A customer in Oregrown’s lobby — Craig McLaughlin of Bend — recognized Johnson and called out a hello. She told him she was leading a tour and he smiled.
“I think it’s a great idea,” McLaughlin told a friend. “They’re way ahead of their time.”
In fact, the co-owners believe they are the first in Oregon to offer cannabis tours. It’s a niche they hope will pay dividends from Bend’s well-developed tourism crowd.
When the March 18 tour moved on to Piece of Mind, participants saw a dizzying array of glass pipes and other merchandise. Some people on the tour were interested in how vaporizers could deliver the psychoactive ingredient in marijuana without burning the herb, which reduces potentially harmful toxins.
Oregon Euphorics was another stop on the tour. The dispensary had an attractive array of buds for sale. Clerk Rachel Hoagland said she’s used to having tourists from Oregon or out-of-state marvel at the sight of a pot shop.
“It happens every day,” she said. “They want to know where we get our weed. They want to know everything about the business. Some people are scared in a way. I tell them to go into it with an open mind.”

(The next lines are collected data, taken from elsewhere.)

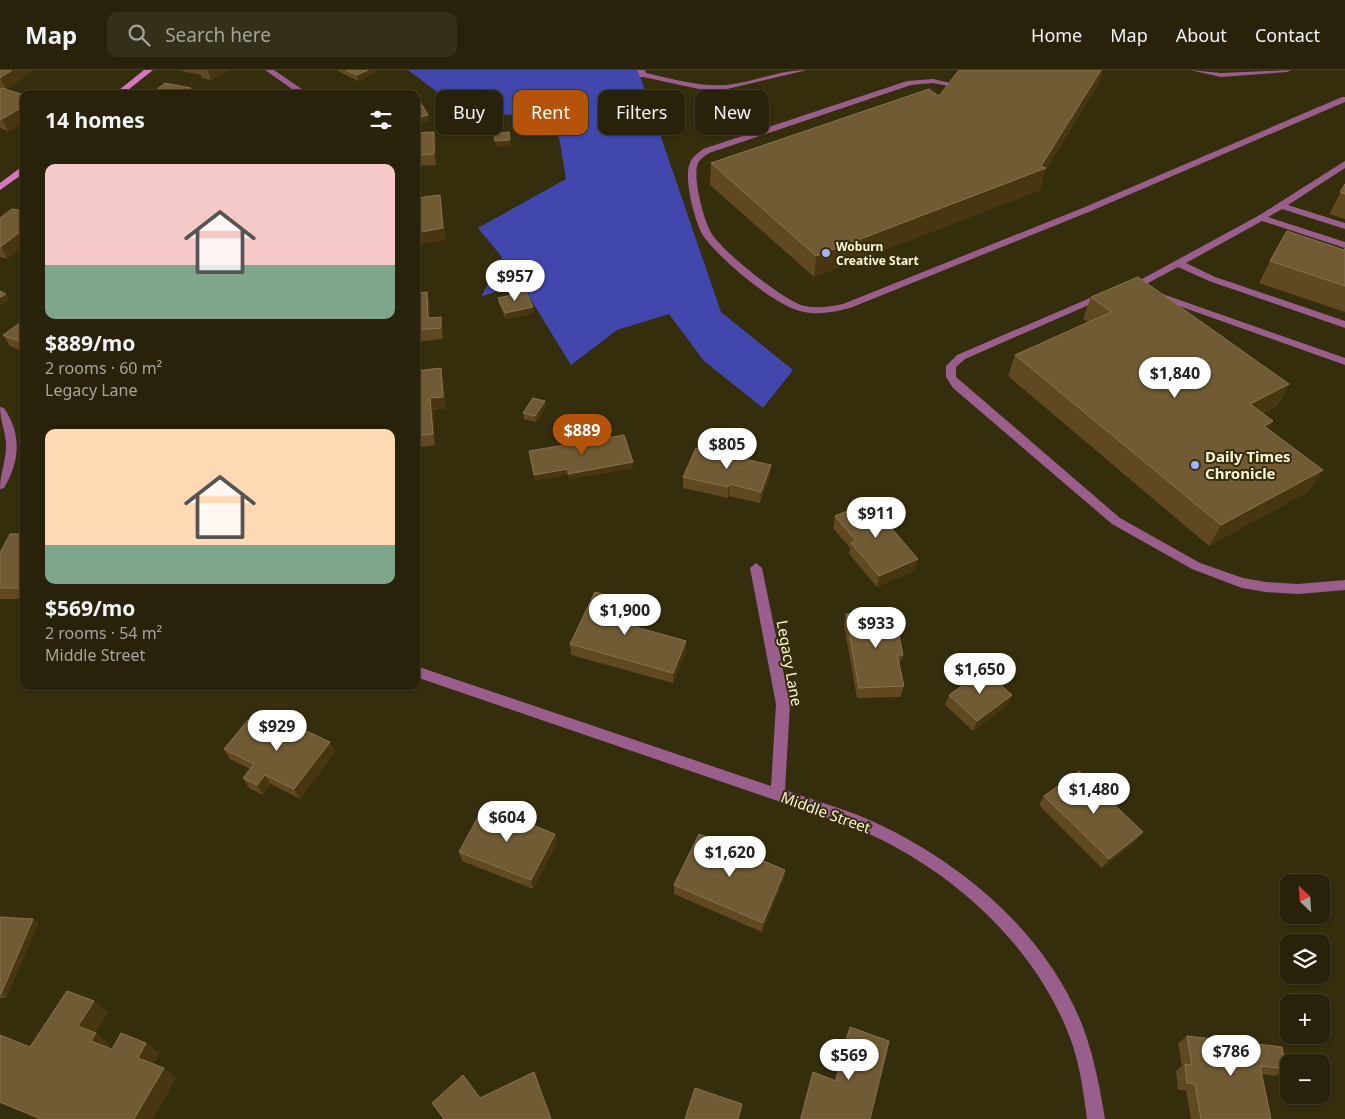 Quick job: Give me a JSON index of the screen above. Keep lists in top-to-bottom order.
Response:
{
  "streets": {
    "street": ["Legacy Lane", "Middle Street"]
  },
  "crossings": [
    ["Legacy Lane", "Middle Street"]
  ],
  "places": ["Woburn Creative Start", "Daily Times Chronicle"],
  "north": "top left",
  "page": {
    "header": "Map",
    "search": "Search here",
    "nav": [
      "Home",
      "Map",
      "About",
      "Contact"
    ],
    "chip": [
      "Buy",
      "Rent",
      "Filters",
      "New"
    ],
    "heading": "14 homes",
    "list": [
      {
        "name": "$889/mo",
        "note": "2 rooms · 60 m² · Legacy Lane"
      },
      {
        "name": "$569/mo",
        "note": "2 rooms · 54 m² · Middle Street"
      }
    ],
    "price": [
      "$957",
      "$1,840",
      "$889",
      "$805",
      "$911",
      "$1,900",
      "$933",
      "$1,650",
      "$929",
      "$1,480",
      "$604",
      "$1,620",
      "$786",
      "$569"
    ],
    "map_buttons": ["+", "−"]
  }
}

Blazing Tours’ owners give their clients a detailed rundown on Oregon marijuana laws and history before leaving for each tour. Reisfar addressed the inherent conflict between Oregon’s legal recreational cannabis and the federal government’s stance that the herb is illegal.
“We’ve really never had any federal intervention to date,” Reisfar said.
He noted that the state of Oregon received $65 million in tax revenue from the sales of recreational pot in the first year it was legal. Most of that money went to the State Common School Fund, Reisfar said. The state attaches a 17 percent tax on recreational pot with the city of Bend adding another 3 percent tax.
Reisfar emphasized that public use of marijuana remains illegal. Johnson pointed out that on federal land in Oregon — such as a national forest or Crater Lake National Park — the federal ban prevails.
Another difference in state law vs. federal law comes in the air. Adults who are 21 or older may carry marijuana when flying within the state, but it’s illegal to take any cannabis product out of Oregon.
As the March 18 tour rolled toward a conclusion, French, the visitor from Astoria, settled into his chair in the van and smiled. He had enjoyed the trip and learned several things. His thoughts drifted ahead to other tourists, perhaps less experienced than himself, who would be taking cannabis tours in the future.
“Imagine how many people this summer will try their first marijuana right here in Bend,” he said.
Blazing Trails Tours
30 SW Century Drive, Suite 120, Bend, OR 97702. 541-318-6488
Company structure: LLC
Number of employees: 2
Product/service: Tours of Bend marijuana dispensaries, glass shops, indoor gardening product stores and educational discussion about Oregon’s marijuana laws and history.
Hot News: Tours went live in mid-March. A stop at an outdoor grow facility will be added to that tours when weather allows.
Outlook for Growth: Extremely positive, having become the first Oregon firm to enter the cannabis tour niche.